Start with your menu. In Online Store, then Navigation, structure your main menu so parent categories contain child collections as dropdown items. That nesting is a signal of hierarchy. Then, inside each collection description, link to two or three related collections in plain sentences ("pair these with our running socks" style links, pointing at the actual related collection URLs). This gives both shoppers and AI a path to walk between sibling categories.

The link people forget runs the other way: from products up to their parent collection. Many themes don't show a clear "back to category" link on the product page, so the relationship between a product and its collection is invisible to anything reading the page. Add a breadcrumb to your product template, or a simple "View all in [Collection]" link, so each product points up to where it belongs. Now AI can follow product to category to parent category, and your catalog reads as a connected tree instead of a pile of disconnected pages.

A simple order to do this in

You don't need to redo every collection this week. Pick your five most important categories, the ones you'd actually want recommended, and work through them:

Then check whether it's working. The whole point is to get recommended when a shopper asks an assistant what to buy, so see what the assistants actually say about your categories today. You can run a free AI visibility audit to see whether AI tools understand your store and which competitors come up instead of you. Fix the five collections that matter, watch how the answers change, then keep going.

Collections aren't decoration and they aren't just grids. They're the part of your store that tells AI how your catalog is organized. Spend an afternoon making them say something real, and you give every assistant a map it can actually read.

See where your store stands

Run a free AI Visibility Audit and find out if AI recommends you.

Get my free audit →

Questions store owners ask

What schema should I add to a Shopify collection page?

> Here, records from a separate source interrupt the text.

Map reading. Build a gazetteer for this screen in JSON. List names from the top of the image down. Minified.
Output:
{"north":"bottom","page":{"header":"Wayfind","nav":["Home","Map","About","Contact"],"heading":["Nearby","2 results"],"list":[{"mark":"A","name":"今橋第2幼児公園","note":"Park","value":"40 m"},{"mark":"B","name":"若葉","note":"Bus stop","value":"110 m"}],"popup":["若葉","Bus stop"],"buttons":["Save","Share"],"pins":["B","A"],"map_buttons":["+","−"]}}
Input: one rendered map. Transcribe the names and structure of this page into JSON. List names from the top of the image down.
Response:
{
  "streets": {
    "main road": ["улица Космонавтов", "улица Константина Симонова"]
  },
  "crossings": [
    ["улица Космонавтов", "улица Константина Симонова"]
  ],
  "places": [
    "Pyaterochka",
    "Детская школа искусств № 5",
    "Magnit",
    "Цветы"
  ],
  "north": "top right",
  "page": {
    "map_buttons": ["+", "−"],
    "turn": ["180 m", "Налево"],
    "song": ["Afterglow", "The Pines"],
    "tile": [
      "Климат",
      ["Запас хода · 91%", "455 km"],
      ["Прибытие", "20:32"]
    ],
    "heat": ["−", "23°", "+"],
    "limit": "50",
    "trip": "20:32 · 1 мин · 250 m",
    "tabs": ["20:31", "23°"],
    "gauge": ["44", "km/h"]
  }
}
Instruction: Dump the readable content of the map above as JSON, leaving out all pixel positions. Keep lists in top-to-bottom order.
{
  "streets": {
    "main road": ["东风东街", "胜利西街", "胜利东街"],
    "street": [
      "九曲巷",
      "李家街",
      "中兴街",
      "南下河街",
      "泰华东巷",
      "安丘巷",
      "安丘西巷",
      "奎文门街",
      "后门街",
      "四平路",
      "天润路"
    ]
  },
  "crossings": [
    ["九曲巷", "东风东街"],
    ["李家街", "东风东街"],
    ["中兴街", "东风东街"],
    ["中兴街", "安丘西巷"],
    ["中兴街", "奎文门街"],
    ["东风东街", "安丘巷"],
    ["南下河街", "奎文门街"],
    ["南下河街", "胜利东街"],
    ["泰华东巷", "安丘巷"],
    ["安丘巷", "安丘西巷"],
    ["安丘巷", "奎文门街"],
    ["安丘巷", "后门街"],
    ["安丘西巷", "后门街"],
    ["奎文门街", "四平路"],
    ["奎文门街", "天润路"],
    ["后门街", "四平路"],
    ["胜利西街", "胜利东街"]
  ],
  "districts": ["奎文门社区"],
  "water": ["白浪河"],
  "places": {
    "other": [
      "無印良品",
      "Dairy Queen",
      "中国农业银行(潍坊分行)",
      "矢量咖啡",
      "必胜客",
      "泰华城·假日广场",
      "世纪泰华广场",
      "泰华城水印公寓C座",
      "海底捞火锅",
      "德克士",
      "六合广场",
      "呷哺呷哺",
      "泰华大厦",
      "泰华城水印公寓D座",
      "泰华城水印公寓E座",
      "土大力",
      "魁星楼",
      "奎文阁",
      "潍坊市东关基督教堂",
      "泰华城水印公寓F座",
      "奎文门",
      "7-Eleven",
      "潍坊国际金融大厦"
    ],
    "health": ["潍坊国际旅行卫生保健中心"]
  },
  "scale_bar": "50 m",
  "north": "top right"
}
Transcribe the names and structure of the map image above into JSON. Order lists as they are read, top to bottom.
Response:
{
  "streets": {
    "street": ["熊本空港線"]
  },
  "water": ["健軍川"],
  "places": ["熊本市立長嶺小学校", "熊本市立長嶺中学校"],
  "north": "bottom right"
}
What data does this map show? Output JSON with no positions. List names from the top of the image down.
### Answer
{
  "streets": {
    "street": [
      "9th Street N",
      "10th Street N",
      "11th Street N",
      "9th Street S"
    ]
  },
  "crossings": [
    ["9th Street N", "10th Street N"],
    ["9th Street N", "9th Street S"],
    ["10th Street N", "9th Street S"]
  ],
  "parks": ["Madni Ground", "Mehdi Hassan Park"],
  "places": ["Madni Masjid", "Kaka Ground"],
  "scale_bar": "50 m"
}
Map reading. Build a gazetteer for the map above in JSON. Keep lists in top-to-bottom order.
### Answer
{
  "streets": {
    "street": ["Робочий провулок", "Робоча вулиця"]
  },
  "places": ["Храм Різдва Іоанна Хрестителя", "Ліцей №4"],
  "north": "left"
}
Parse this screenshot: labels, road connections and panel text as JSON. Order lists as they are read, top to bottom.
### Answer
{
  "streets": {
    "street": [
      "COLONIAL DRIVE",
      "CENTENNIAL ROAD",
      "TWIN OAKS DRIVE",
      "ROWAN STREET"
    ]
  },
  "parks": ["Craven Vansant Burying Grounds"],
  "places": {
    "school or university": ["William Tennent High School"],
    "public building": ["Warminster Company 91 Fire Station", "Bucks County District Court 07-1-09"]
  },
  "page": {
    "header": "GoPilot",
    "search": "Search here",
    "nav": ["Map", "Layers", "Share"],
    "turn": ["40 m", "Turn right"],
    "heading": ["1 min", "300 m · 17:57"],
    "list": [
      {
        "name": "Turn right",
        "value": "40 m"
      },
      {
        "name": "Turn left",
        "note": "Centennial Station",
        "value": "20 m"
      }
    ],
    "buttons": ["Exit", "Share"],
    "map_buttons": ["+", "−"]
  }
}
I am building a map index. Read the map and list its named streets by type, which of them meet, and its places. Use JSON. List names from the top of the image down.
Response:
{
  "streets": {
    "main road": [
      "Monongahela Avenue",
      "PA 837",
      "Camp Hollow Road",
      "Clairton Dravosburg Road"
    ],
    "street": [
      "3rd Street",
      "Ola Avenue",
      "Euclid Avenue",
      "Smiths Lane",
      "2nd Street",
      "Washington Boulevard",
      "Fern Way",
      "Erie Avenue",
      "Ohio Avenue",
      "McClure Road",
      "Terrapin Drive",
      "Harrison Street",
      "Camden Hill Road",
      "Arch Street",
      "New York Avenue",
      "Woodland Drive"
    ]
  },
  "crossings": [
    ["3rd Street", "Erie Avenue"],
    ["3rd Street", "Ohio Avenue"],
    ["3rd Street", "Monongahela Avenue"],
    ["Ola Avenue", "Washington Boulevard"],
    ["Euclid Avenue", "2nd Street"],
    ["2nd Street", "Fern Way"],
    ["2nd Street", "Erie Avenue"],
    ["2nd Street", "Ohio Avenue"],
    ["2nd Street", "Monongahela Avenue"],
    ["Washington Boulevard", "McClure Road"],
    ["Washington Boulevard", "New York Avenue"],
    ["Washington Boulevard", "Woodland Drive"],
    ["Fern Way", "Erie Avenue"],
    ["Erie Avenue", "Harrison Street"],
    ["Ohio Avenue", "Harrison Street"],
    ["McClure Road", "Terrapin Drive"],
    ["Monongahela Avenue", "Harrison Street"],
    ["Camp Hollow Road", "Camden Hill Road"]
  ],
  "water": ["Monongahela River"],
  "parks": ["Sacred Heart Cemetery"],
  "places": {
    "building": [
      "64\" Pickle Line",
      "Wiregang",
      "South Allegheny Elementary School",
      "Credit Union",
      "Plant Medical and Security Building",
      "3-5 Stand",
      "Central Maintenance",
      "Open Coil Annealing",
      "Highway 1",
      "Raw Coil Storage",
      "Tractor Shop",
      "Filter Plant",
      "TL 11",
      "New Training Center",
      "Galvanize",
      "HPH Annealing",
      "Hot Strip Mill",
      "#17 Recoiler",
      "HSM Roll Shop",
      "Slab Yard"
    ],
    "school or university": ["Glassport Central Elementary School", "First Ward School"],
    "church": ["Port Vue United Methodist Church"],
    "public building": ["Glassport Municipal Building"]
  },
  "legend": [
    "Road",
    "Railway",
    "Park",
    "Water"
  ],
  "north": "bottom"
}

Use CollectionPage for the page itself, ItemList for the products in the grid, and BreadcrumbList for where the category sits in your hierarchy. You can add it as JSON-LD in your collection theme template, or use an SEO or schema app from the Shopify App Store if you don't want to touch code.

Do collection descriptions really affect how AI sees my store?

Yes. The description is often the only place that defines what a category means in plain language. AI assistants use it to understand and describe your category to shoppers. A blank or one-line description leaves them guessing, so write 80 to 150 words that define the category and answer common buyer questions.

How do internal links help AI understand my collections?

AI follows relationships between pages. Nesting collections under parent categories in your navigation, linking related collections to each other, and adding links from products up to their parent collection all give AI a path to traverse. That connected structure lets it map your catalog as a tree instead of a pile of unrelated pages.